DIRECTIONS: Scan the entries for "list". Every line that holds it is to be copied.

EXERCISE MATERIAL:
-.-.-

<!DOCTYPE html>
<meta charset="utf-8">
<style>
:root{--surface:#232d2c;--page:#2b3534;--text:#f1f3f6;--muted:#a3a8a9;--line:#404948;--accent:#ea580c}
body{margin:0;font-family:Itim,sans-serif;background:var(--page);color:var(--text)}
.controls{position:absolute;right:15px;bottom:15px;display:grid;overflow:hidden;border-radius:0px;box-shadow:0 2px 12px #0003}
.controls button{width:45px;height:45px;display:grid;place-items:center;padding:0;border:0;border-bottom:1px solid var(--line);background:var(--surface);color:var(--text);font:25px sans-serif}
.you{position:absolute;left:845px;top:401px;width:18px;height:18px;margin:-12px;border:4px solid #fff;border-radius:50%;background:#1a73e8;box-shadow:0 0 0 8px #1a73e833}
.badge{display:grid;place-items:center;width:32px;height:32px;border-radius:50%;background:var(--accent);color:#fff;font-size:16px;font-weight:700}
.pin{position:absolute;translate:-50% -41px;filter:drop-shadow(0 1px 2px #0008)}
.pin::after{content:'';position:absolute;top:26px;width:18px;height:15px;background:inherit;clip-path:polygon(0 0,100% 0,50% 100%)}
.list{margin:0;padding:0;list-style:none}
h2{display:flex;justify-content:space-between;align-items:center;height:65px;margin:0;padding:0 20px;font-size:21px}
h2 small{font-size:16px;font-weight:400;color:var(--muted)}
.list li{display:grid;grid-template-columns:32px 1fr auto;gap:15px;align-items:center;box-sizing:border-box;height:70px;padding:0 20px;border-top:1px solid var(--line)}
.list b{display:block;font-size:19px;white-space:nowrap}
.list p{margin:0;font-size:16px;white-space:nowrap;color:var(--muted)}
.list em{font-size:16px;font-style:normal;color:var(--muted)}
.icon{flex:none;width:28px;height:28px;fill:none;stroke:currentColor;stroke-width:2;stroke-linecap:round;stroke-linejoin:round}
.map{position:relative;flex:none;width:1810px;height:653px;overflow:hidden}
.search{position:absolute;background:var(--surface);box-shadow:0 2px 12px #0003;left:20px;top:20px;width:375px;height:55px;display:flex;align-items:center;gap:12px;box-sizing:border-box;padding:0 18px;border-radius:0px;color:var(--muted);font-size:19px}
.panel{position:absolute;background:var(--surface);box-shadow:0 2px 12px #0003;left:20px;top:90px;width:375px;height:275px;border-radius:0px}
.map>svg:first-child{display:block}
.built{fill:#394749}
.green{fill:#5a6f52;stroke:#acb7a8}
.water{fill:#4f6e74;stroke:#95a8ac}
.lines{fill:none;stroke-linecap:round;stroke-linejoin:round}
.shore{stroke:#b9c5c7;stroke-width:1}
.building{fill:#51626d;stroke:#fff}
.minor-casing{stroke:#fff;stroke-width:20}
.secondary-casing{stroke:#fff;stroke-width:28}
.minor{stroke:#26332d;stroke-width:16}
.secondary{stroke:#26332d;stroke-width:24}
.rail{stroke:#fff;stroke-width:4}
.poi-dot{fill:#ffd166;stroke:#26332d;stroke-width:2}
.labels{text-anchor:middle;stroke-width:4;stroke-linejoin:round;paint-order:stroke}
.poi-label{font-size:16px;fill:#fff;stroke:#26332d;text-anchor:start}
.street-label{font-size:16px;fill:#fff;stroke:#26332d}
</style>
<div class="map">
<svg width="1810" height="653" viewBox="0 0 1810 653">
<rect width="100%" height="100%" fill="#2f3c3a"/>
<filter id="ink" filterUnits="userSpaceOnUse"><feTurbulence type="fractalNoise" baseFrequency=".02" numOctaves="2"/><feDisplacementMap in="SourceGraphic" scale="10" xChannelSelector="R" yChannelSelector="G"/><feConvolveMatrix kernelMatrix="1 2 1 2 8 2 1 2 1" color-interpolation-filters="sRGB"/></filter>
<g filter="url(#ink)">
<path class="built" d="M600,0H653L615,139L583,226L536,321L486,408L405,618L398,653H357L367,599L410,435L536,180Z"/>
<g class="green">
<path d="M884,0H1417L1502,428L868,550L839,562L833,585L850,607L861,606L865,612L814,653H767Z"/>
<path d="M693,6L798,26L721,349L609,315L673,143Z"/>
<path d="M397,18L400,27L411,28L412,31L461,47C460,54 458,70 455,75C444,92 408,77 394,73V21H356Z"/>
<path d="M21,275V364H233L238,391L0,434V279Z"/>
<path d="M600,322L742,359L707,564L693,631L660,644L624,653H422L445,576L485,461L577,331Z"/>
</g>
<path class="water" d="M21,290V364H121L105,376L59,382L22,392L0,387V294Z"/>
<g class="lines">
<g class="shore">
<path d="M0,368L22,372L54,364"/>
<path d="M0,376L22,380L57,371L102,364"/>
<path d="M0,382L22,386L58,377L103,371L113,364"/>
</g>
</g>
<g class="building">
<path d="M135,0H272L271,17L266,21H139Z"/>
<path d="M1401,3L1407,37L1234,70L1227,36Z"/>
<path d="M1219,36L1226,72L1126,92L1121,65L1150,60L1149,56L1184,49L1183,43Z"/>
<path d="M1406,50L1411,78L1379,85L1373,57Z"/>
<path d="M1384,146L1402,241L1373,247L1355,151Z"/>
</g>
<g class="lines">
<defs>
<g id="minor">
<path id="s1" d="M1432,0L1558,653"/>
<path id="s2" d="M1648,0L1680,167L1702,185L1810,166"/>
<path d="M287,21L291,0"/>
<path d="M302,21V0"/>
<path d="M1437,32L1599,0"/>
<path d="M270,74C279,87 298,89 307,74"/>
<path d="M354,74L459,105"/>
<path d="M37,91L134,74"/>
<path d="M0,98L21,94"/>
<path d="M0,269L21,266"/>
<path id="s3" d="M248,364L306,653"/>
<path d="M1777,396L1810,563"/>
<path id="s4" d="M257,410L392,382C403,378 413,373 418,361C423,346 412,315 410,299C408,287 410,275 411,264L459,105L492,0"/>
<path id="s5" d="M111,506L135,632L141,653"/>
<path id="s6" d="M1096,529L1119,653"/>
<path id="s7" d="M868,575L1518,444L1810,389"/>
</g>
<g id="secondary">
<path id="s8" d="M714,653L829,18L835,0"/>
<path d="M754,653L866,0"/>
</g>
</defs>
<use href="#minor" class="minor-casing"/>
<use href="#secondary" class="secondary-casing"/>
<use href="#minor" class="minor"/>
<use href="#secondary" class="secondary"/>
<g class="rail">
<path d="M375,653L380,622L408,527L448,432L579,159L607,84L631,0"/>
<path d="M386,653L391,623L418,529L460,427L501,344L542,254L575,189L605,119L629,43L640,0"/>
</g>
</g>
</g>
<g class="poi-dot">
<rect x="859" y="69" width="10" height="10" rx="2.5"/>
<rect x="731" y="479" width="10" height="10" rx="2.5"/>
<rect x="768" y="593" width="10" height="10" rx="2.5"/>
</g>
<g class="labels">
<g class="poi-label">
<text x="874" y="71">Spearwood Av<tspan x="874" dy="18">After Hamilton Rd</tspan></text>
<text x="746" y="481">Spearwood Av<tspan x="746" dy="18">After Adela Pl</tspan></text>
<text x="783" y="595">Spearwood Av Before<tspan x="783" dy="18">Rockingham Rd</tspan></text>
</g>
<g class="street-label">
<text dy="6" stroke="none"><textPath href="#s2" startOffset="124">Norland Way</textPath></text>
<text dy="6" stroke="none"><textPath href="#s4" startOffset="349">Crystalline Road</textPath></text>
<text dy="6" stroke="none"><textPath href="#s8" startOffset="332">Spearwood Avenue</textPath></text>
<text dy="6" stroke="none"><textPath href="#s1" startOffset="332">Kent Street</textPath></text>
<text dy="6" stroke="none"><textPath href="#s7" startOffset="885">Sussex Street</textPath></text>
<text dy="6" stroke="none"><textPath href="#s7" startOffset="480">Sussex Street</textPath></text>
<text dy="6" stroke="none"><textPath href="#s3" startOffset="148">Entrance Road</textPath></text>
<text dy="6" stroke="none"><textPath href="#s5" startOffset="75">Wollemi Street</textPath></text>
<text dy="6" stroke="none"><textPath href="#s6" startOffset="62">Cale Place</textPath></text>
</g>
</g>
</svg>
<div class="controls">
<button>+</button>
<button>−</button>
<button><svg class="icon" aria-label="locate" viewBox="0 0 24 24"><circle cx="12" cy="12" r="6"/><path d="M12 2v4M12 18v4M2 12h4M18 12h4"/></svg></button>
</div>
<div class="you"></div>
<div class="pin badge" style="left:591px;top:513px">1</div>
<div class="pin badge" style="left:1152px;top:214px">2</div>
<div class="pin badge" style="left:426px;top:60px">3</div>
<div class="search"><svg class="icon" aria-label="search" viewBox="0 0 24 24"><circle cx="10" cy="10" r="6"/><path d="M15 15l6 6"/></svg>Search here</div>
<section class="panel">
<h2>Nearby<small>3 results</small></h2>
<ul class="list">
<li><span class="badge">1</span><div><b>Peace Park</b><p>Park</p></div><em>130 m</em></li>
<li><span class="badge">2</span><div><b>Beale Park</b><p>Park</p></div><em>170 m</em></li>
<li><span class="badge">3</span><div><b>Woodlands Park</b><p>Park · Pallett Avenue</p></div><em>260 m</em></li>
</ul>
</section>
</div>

-.-.-

ANSWER FOR THE TASK:
.list{margin:0;padding:0;list-style:none}
.list li{display:grid;grid-template-columns:32px 1fr auto;gap:15px;align-items:center;box-sizing:border-box;height:70px;padding:0 20px;border-top:1px solid var(--line)}
.list b{display:block;font-size:19px;white-space:nowrap}
.list p{margin:0;font-size:16px;white-space:nowrap;color:var(--muted)}
.list em{font-size:16px;font-style:normal;color:var(--muted)}
<ul class="list">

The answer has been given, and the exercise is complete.